▶ _REQUIRED ACTION_: The output should be all entries, each matching the original exactly.

(Stored items from a collection)
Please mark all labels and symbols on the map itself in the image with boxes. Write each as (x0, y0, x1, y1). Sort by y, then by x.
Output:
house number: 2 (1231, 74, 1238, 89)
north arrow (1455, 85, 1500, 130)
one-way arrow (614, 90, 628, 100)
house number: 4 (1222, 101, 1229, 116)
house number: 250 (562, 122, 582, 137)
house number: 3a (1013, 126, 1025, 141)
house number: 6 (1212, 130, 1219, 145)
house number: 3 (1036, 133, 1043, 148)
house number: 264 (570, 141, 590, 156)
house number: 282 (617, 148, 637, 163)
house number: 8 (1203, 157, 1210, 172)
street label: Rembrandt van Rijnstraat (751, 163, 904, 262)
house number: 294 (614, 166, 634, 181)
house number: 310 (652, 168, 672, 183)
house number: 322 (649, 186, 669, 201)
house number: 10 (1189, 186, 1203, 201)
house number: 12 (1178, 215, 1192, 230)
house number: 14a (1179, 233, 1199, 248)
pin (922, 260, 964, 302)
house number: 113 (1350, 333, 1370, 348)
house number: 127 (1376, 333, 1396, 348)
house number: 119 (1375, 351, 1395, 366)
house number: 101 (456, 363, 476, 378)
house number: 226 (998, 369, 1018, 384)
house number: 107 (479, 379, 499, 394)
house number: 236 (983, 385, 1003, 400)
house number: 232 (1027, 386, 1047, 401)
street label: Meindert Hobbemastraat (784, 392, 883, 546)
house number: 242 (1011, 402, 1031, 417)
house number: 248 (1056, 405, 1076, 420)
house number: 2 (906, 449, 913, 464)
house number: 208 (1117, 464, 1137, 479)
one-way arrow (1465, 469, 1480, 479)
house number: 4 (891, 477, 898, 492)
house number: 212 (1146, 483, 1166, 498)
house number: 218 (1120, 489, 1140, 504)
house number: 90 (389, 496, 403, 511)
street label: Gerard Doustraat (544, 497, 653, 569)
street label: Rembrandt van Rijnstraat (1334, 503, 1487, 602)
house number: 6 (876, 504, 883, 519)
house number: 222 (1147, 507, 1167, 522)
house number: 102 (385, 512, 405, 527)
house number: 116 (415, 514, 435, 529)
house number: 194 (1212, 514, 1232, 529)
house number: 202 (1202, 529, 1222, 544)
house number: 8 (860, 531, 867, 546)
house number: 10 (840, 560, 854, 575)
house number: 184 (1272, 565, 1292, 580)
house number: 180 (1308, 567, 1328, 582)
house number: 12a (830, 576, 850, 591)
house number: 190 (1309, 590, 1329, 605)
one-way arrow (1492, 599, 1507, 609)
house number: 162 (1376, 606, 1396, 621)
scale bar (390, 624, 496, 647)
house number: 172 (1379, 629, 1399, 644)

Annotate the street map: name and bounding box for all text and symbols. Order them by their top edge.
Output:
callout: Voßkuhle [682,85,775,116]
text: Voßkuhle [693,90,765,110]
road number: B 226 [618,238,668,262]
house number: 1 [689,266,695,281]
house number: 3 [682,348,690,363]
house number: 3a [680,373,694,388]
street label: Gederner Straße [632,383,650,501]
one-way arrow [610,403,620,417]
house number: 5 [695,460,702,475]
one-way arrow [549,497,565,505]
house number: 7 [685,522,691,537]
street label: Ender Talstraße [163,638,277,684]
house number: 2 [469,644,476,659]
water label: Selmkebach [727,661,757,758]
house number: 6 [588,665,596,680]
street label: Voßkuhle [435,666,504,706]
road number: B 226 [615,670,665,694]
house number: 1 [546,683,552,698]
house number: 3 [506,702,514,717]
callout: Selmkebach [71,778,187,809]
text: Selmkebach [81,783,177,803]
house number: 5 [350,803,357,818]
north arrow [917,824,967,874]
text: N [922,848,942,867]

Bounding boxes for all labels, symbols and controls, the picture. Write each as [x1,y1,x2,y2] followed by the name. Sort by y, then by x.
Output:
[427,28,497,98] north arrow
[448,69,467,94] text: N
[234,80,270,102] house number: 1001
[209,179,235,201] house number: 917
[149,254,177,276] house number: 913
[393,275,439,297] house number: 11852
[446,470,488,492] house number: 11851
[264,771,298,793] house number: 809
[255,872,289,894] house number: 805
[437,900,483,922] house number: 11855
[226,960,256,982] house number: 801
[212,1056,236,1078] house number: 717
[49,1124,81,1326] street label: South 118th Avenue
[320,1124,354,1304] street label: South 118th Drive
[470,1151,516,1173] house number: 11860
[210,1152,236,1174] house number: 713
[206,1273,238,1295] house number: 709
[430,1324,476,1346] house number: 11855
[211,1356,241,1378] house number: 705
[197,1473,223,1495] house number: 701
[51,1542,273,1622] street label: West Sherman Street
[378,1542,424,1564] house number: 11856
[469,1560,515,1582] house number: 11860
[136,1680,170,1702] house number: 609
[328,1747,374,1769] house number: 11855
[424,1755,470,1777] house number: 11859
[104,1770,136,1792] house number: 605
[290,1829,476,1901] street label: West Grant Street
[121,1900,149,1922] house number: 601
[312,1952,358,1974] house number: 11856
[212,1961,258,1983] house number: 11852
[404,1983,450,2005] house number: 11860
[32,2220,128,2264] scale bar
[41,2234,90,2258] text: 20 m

▶ _RESULT OF THE TASK_:
Please mark all labels and symbols on the map itself in the image with boxes. Write each as (x0, y0, x1, y1). Sort by y, then by x.
Output:
house number: 2 (1231, 74, 1238, 89)
north arrow (1455, 85, 1500, 130)
one-way arrow (614, 90, 628, 100)
house number: 4 (1222, 101, 1229, 116)
house number: 250 (562, 122, 582, 137)
house number: 3a (1013, 126, 1025, 141)
house number: 6 (1212, 130, 1219, 145)
house number: 3 (1036, 133, 1043, 148)
house number: 264 (570, 141, 590, 156)
house number: 282 (617, 148, 637, 163)
house number: 8 (1203, 157, 1210, 172)
street label: Rembrandt van Rijnstraat (751, 163, 904, 262)
house number: 294 (614, 166, 634, 181)
house number: 310 (652, 168, 672, 183)
house number: 322 (649, 186, 669, 201)
house number: 10 (1189, 186, 1203, 201)
house number: 12 (1178, 215, 1192, 230)
house number: 14a (1179, 233, 1199, 248)
pin (922, 260, 964, 302)
house number: 113 (1350, 333, 1370, 348)
house number: 127 (1376, 333, 1396, 348)
house number: 119 (1375, 351, 1395, 366)
house number: 101 (456, 363, 476, 378)
house number: 226 (998, 369, 1018, 384)
house number: 107 (479, 379, 499, 394)
house number: 236 (983, 385, 1003, 400)
house number: 232 (1027, 386, 1047, 401)
street label: Meindert Hobbemastraat (784, 392, 883, 546)
house number: 242 (1011, 402, 1031, 417)
house number: 248 (1056, 405, 1076, 420)
house number: 2 (906, 449, 913, 464)
house number: 208 (1117, 464, 1137, 479)
one-way arrow (1465, 469, 1480, 479)
house number: 4 (891, 477, 898, 492)
house number: 212 (1146, 483, 1166, 498)
house number: 218 (1120, 489, 1140, 504)
house number: 90 (389, 496, 403, 511)
street label: Gerard Doustraat (544, 497, 653, 569)
street label: Rembrandt van Rijnstraat (1334, 503, 1487, 602)
house number: 6 (876, 504, 883, 519)
house number: 222 (1147, 507, 1167, 522)
house number: 102 (385, 512, 405, 527)
house number: 116 (415, 514, 435, 529)
house number: 194 (1212, 514, 1232, 529)
house number: 202 (1202, 529, 1222, 544)
house number: 8 (860, 531, 867, 546)
house number: 10 (840, 560, 854, 575)
house number: 184 (1272, 565, 1292, 580)
house number: 180 (1308, 567, 1328, 582)
house number: 12a (830, 576, 850, 591)
house number: 190 (1309, 590, 1329, 605)
one-way arrow (1492, 599, 1507, 609)
house number: 162 (1376, 606, 1396, 621)
scale bar (390, 624, 496, 647)
house number: 172 (1379, 629, 1399, 644)

Annotate the street map: name and bounding box for all text and symbols. Order them by their top edge.
Output:
callout: Voßkuhle [682,85,775,116]
text: Voßkuhle [693,90,765,110]
road number: B 226 [618,238,668,262]
house number: 1 [689,266,695,281]
house number: 3 [682,348,690,363]
house number: 3a [680,373,694,388]
street label: Gederner Straße [632,383,650,501]
one-way arrow [610,403,620,417]
house number: 5 [695,460,702,475]
one-way arrow [549,497,565,505]
house number: 7 [685,522,691,537]
street label: Ender Talstraße [163,638,277,684]
house number: 2 [469,644,476,659]
water label: Selmkebach [727,661,757,758]
house number: 6 [588,665,596,680]
street label: Voßkuhle [435,666,504,706]
road number: B 226 [615,670,665,694]
house number: 1 [546,683,552,698]
house number: 3 [506,702,514,717]
callout: Selmkebach [71,778,187,809]
text: Selmkebach [81,783,177,803]
house number: 5 [350,803,357,818]
north arrow [917,824,967,874]
text: N [922,848,942,867]

Bounding boxes for all labels, symbols and controls, the picture. Write each as [x1,y1,x2,y2] followed by the name. Sort by y, then by x.
Output:
[427,28,497,98] north arrow
[448,69,467,94] text: N
[234,80,270,102] house number: 1001
[209,179,235,201] house number: 917
[149,254,177,276] house number: 913
[393,275,439,297] house number: 11852
[446,470,488,492] house number: 11851
[264,771,298,793] house number: 809
[255,872,289,894] house number: 805
[437,900,483,922] house number: 11855
[226,960,256,982] house number: 801
[212,1056,236,1078] house number: 717
[49,1124,81,1326] street label: South 118th Avenue
[320,1124,354,1304] street label: South 118th Drive
[470,1151,516,1173] house number: 11860
[210,1152,236,1174] house number: 713
[206,1273,238,1295] house number: 709
[430,1324,476,1346] house number: 11855
[211,1356,241,1378] house number: 705
[197,1473,223,1495] house number: 701
[51,1542,273,1622] street label: West Sherman Street
[378,1542,424,1564] house number: 11856
[469,1560,515,1582] house number: 11860
[136,1680,170,1702] house number: 609
[328,1747,374,1769] house number: 11855
[424,1755,470,1777] house number: 11859
[104,1770,136,1792] house number: 605
[290,1829,476,1901] street label: West Grant Street
[121,1900,149,1922] house number: 601
[312,1952,358,1974] house number: 11856
[212,1961,258,1983] house number: 11852
[404,1983,450,2005] house number: 11860
[32,2220,128,2264] scale bar
[41,2234,90,2258] text: 20 m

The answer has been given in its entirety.